DATA FOR THE TASK below:

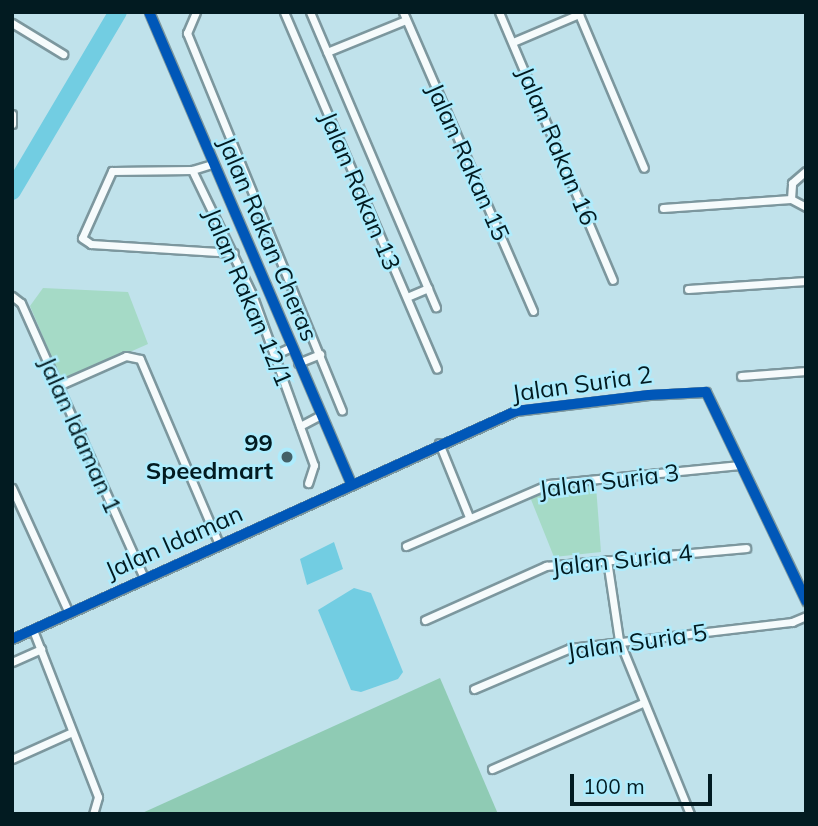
<!DOCTYPE html>
<html>
<head>
<meta charset="utf-8">
<style>
  body { margin:0 }
  #map { position:relative; width:818px; height:826px; overflow:hidden; background:#c0e2eb; font-family:Mulish,sans-serif }
  div>[style] { position:absolute }
  .green>* { inset:0; background:#a5dac6 }
  .forest>* { inset:0; background:#8fcbb4 }
  .water>* { inset:0; background:#72cde2 }
  .river>* { height:18px; margin:-9px; padding:0 9px; transform-origin:9px; border-radius:9px; background:#72cde2 }
  .roads { filter:drop-shadow(2px 0 #7c979e) drop-shadow(-2px 0 #7c979e) drop-shadow(0 2px #7c979e) drop-shadow(0 -2px #7c979e) }
  .street>* { height:7px; margin:-3.5px; padding:0 3.5px; transform-origin:3.5px; border-radius:3.5px; background:#f6fbfc }
  .cycleway>* { height:10px; margin:-5px; padding:0 5px; transform-origin:5px; border-radius:5px; background:#0057b8 }
  .dots>* { width:19px; height:19px; translate:-50% -50%; box-sizing:border-box; border:4px solid #aeecfd; border-radius:50% }
  span { translate:-50% -50%; white-space:nowrap; text-align:center; line-height:1.15; -webkit-text-stroke:5px #aeecfd; paint-order:stroke }
  .street-label { font-size:24px; color:#021b21 }
  .poi-label { font-size:24px; color:#021b21; font-weight:700 }
  .right { translate:-100% -50%; text-align:right }
  .frame { position:absolute; inset:0; border:14px solid #021b21; pointer-events:none }
  .scale { position:absolute; left:570px; top:774px; width:142px; height:32px; box-sizing:border-box; border:4px solid #021b21; border-top:0; padding-left:9px; font-size:21px; line-height:24px; white-space:nowrap; color:#021b21; -webkit-text-stroke:5px #aeecfd; paint-order:stroke }
</style>
</head>
<body>
<div id="map">
  <div class="green">
    <div style="clip-path:polygon(43px 288px,128px 292px,148px 344px,62px 382px,30px 306px)"></div>
    <div style="clip-path:polygon(596px 486px,601px 552px,554px 557px,530px 497px,549px 489px)"></div>
  </div>
  <div class="forest">
    <div style="clip-path:polygon(440px 678px,498px 814px,140px 814px)"></div>
  </div>
  <div class="water">
    <div style="clip-path:polygon(334px 542px,343px 569px,307px 585px,300px 559px)"></div>
    <div style="clip-path:polygon(354px 588px,371px 593px,403px 672px,398px 679px,361px 692px,351px 690px,318px 610px)"></div>
  </div>
  <div class="river">
    <div style="left:12px;top:191px;width:208px;rotate:-59.4deg"></div>
  </div>
  <div class="roads">
    <div class="street">
      <div style="left:149px;top:12px;width:510px;rotate:66.8deg"></div>
      <div style="left:196px;top:12px;width:23px;rotate:113deg"></div>
      <div style="left:187px;top:33px;width:408px;rotate:67.7deg"></div>
      <div style="left:284px;top:12px;width:388px;rotate:66.8deg"></div>
      <div style="left:310px;top:12px;width:321px;rotate:66.9deg"></div>
      <div style="left:403px;top:12px;width:326px;rotate:66.5deg"></div>
      <div style="left:499px;top:12px;width:291px;rotate:67deg"></div>
      <div style="left:578px;top:12px;width:169px;rotate:67.1deg"></div>
      <div style="left:12px;top:23px;width:60px;rotate:31.3deg"></div>
      <div style="left:513px;top:42px;width:72px;rotate:-23deg"></div>
      <div style="left:327px;top:52px;width:85px;rotate:-22.1deg"></div>
      <div style="left:12px;top:114px;width:10px;rotate:90deg"></div>
      <div style="left:212px;top:164px;width:21px;rotate:163deg"></div>
      <div style="left:192px;top:170px;width:80px;rotate:179.3deg"></div>
      <div style="left:112px;top:171px;width:73px;rotate:114.1deg"></div>
      <div style="left:82px;top:238px;width:11px;rotate:34deg"></div>
      <div style="left:91px;top:244px;width:143px;rotate:3.6deg"></div>
      <div style="left:192px;top:170px;width:138px;rotate:64.2deg"></div>
      <div style="left:252px;top:294px;width:182px;rotate:70.1deg"></div>
      <div style="left:314px;top:465px;width:19px;rotate:108deg"></div>
      <div style="left:791px;top:199px;width:16px;rotate:-86deg"></div>
      <div style="left:792px;top:183px;width:18px;rotate:-41deg"></div>
      <div style="left:663px;top:208px;width:128px;rotate:-4deg"></div>
      <div style="left:791px;top:199px;width:17px;rotate:28deg"></div>
      <div style="left:688px;top:289px;width:118px;rotate:-3.9deg"></div>
      <div style="left:12px;top:296px;width:11px;rotate:38deg"></div>
      <div style="left:21px;top:303px;width:301px;rotate:65.9deg"></div>
      <div style="left:407px;top:297px;width:23px;rotate:-23deg"></div>
      <div style="left:274px;top:355px;width:19px;rotate:-25deg"></div>
      <div style="left:298px;top:363px;width:24px;rotate:-22deg"></div>
      <div style="left:741px;top:376px;width:65px;rotate:-4.4deg"></div>
      <div style="left:58px;top:386px;width:74px;rotate:-23.8deg"></div>
      <div style="left:126px;top:356px;width:14px;rotate:12deg"></div>
      <div style="left:140px;top:359px;width:201px;rotate:66.9deg"></div>
      <div style="left:300px;top:426px;width:24px;rotate:-28deg"></div>
      <div style="left:439px;top:443px;width:80px;rotate:67.9deg"></div>
      <div style="left:12px;top:488px;width:137px;rotate:65.5deg"></div>
      <div style="left:406px;top:546px;width:156px;rotate:-23.4deg"></div>
      <div style="left:549px;top:484px;width:191px;rotate:-5.7deg"></div>
      <div style="left:607px;top:560px;width:81px;rotate:81.5deg"></div>
      <div style="left:619px;top:640px;width:188px;rotate:67.8deg"></div>
      <div style="left:425px;top:620px;width:133px;rotate:-24.1deg"></div>
      <div style="left:546px;top:566px;width:201px;rotate:-5.1deg"></div>
      <div style="left:33px;top:630px;width:179px;rotate:68.7deg"></div>
      <div style="left:98px;top:797px;width:18px;rotate:106deg"></div>
      <div style="left:12px;top:639px;width:553px;rotate:-24.34deg"></div>
      <div style="left:516px;top:411px;width:134px;rotate:-6.9deg"></div>
      <div style="left:649px;top:395px;width:57px;rotate:-3deg"></div>
      <div style="left:706px;top:392px;width:232px;rotate:64.4deg"></div>
      <div style="left:12px;top:662px;width:32px;rotate:-24deg"></div>
      <div style="left:474px;top:689px;width:104px;rotate:-23.1deg"></div>
      <div style="left:570px;top:648px;width:224px;rotate:-6.7deg"></div>
      <div style="left:792px;top:622px;width:15px;rotate:-23deg"></div>
      <div style="left:12px;top:759px;width:66px;rotate:-24.2deg"></div>
      <div style="left:492px;top:769px;width:164px;rotate:-23.7deg"></div>
    </div>
  </div>
  <div class="cycleway">
    <div style="left:149px;top:12px;width:510px;rotate:66.8deg"></div>
    <div style="left:12px;top:639px;width:553px;rotate:-24.34deg"></div>
    <div style="left:516px;top:411px;width:134px;rotate:-6.9deg"></div>
    <div style="left:649px;top:395px;width:57px;rotate:-3deg"></div>
    <div style="left:706px;top:392px;width:232px;rotate:64.4deg"></div>
  </div>
  <div class="dots">
    <div style="left:287px;top:457px;background:#446168"></div>
  </div>
  <div class="street-label">
    <span style="left:557px;top:146px;rotate:67deg">Jalan Rakan 16</span>
    <span style="left:468px;top:162px;rotate:66deg">Jalan Rakan 15</span>
    <span style="left:360px;top:191px;rotate:67deg">Jalan Rakan 13</span>
    <span style="left:268px;top:239px;rotate:67deg">Jalan Rakan Cheras</span>
    <span style="left:248px;top:297px;rotate:67deg">Jalan Rakan 12/1</span>
    <span style="left:582px;top:384px;rotate:-8deg">Jalan Suria 2</span>
    <span style="left:80px;top:435px;rotate:66deg">Jalan Idaman 1</span>
    <span style="left:609px;top:481px;rotate:-7deg">Jalan Suria 3</span>
    <span style="left:174px;top:542px;rotate:-24deg">Jalan Idaman</span>
    <span style="left:622px;top:560px;rotate:-6deg">Jalan Suria 4</span>
    <span style="left:637px;top:642px;rotate:-8deg">Jalan Suria 5</span>
  </div>
  <div class="poi-label">
    <span class="right" style="left:273px;top:457px">99<br>Speedmart</span>
  </div>
  <div class="frame"></div>
  <div class="scale">100 m</div>
</div>
</body>
</html>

End of DATA FOR THE TASK.

YOUR GOAL => Once every line of the listing that contains "street" has been counted, give the total and nothing else.

SOLUTION => 4